• TASK STATEMENT: The response must contain every line from the records below that has "anchor".

• Dataset entries:
BEGIN

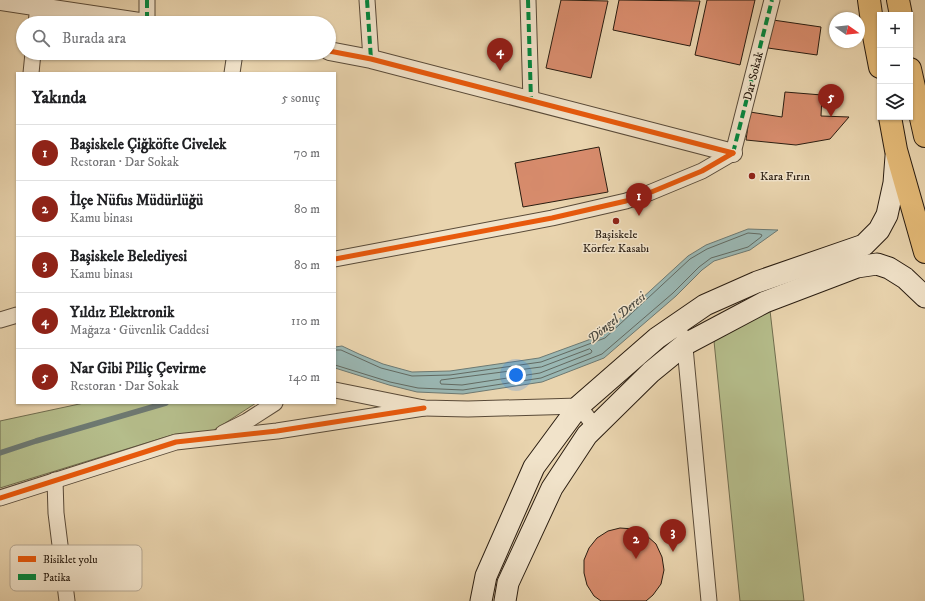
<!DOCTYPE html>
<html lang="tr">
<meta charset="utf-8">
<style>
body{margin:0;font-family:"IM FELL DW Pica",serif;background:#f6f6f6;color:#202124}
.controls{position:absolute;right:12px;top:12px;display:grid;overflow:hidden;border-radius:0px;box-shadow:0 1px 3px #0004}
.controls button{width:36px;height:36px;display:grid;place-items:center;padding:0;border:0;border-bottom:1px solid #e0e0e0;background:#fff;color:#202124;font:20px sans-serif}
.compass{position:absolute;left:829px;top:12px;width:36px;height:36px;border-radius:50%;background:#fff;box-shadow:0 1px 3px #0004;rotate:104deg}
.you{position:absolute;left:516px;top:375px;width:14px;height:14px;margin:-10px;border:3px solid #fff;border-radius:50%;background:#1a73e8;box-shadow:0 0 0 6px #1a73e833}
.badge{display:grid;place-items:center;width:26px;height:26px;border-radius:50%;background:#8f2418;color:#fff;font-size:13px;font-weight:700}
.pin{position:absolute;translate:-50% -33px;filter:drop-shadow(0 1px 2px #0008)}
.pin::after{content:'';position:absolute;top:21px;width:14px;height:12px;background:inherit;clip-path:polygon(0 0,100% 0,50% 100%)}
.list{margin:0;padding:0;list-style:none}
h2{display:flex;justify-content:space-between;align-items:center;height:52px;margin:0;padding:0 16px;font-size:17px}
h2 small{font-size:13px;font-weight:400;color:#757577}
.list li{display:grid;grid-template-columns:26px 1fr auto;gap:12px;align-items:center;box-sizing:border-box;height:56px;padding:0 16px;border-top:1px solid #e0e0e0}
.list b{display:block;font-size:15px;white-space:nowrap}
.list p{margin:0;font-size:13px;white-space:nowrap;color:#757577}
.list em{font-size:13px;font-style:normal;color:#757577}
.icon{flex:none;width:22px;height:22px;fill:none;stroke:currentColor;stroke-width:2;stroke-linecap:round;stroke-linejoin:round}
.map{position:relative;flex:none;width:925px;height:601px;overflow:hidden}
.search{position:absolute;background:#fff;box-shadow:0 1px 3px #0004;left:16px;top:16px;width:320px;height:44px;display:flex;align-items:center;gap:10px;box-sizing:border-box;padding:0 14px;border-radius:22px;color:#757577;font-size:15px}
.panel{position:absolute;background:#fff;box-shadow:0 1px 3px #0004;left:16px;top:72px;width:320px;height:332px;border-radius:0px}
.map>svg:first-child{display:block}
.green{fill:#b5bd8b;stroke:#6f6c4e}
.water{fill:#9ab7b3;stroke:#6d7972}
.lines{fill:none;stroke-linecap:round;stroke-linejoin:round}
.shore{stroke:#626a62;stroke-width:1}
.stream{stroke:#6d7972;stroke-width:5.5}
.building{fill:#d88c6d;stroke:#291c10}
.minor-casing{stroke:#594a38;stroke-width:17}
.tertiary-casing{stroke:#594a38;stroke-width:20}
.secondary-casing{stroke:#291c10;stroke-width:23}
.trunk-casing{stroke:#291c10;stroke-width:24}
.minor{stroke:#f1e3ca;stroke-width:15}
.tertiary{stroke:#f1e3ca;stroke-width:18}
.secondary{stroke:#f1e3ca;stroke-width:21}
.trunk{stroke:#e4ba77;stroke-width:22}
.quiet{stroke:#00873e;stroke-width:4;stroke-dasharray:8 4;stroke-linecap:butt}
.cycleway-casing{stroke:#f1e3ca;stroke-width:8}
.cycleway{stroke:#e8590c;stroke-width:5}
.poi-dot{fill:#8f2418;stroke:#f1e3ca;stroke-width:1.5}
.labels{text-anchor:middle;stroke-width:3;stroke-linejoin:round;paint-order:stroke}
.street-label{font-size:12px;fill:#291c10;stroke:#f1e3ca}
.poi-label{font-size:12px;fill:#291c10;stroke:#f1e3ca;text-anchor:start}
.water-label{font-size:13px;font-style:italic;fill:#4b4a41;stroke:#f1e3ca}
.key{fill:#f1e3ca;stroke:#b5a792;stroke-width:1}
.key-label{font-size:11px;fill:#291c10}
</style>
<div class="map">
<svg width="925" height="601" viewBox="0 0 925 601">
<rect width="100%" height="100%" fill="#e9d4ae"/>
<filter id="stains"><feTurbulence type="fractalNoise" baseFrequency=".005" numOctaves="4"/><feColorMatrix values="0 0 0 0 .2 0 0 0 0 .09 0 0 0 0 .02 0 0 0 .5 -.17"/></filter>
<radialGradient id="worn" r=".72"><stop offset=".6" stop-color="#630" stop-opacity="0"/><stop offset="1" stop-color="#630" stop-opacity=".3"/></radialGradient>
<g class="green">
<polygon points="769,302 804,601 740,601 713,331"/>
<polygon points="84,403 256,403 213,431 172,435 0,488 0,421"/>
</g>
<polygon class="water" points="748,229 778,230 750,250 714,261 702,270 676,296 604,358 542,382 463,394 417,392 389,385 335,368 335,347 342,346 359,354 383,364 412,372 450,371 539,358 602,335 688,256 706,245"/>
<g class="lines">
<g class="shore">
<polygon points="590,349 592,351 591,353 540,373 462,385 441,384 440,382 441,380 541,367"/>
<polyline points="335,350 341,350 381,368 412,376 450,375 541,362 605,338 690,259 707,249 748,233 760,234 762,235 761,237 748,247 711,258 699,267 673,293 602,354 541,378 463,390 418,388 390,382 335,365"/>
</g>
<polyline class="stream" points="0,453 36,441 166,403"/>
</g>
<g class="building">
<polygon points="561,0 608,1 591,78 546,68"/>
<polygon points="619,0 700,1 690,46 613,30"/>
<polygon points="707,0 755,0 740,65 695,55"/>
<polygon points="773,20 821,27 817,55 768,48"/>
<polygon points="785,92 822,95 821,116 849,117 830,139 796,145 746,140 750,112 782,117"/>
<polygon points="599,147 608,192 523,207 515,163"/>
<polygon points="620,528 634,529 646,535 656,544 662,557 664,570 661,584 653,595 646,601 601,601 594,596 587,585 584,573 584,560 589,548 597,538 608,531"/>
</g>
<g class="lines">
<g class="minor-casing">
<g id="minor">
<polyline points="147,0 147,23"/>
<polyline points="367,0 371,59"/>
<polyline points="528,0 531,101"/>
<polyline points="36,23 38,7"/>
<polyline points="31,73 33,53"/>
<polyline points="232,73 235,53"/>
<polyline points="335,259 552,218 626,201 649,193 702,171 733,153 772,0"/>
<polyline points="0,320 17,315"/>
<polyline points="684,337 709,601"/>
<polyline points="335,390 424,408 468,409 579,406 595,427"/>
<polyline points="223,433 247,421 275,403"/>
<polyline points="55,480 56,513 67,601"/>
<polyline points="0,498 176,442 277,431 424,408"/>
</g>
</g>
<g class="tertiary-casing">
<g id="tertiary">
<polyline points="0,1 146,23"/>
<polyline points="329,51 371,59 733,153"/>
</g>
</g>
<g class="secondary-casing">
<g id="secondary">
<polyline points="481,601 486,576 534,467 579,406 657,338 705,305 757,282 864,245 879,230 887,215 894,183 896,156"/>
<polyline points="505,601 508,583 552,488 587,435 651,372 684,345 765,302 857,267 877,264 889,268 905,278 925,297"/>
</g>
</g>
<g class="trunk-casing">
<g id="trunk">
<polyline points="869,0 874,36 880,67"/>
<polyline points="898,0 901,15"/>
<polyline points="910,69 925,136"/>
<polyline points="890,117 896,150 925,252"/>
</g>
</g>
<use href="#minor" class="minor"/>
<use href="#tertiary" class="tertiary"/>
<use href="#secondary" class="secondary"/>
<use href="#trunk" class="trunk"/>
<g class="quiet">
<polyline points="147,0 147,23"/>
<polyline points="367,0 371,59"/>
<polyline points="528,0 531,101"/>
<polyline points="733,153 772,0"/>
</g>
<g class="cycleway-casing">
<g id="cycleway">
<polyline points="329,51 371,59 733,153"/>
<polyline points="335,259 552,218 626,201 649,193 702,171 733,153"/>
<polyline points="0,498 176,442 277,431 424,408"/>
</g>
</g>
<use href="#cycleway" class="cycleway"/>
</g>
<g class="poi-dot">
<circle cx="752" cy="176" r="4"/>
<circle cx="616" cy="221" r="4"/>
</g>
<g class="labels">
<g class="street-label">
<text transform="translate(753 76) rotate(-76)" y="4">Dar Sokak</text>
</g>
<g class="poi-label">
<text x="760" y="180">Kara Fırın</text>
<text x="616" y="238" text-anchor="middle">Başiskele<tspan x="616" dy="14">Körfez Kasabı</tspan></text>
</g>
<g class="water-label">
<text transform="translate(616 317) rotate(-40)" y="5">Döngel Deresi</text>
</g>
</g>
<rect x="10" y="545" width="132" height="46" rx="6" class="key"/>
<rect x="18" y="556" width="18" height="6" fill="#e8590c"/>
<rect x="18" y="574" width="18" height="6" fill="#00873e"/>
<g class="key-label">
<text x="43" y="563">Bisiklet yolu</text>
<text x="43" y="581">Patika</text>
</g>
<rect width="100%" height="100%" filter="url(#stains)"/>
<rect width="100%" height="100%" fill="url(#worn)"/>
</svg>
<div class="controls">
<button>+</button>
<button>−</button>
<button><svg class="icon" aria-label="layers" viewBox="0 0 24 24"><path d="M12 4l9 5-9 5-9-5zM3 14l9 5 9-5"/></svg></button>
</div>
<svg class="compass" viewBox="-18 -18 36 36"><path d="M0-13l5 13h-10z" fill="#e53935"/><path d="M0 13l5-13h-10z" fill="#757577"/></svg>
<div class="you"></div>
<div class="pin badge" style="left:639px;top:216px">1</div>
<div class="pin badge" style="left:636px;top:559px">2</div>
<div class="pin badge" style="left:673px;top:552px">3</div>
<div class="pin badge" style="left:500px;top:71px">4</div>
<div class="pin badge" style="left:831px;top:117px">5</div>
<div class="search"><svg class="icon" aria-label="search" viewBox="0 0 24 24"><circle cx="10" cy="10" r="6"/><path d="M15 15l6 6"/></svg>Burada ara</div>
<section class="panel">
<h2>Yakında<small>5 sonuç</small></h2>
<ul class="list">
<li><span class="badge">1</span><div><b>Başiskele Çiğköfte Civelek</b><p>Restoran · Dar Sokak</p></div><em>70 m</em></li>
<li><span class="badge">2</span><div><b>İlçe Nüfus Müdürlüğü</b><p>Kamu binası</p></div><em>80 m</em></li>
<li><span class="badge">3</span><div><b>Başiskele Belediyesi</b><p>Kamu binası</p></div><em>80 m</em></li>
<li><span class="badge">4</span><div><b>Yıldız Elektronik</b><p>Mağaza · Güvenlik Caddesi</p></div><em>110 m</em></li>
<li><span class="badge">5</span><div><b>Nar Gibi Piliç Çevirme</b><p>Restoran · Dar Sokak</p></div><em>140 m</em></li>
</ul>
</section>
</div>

END

• SOLUTION TO THE EXERCISE:
.labels{text-anchor:middle;stroke-width:3;stroke-linejoin:round;paint-order:stroke}
.poi-label{font-size:12px;fill:#291c10;stroke:#f1e3ca;text-anchor:start}
<text x="616" y="238" text-anchor="middle">Başiskele<tspan x="616" dy="14">Körfez Kasabı</tspan></text>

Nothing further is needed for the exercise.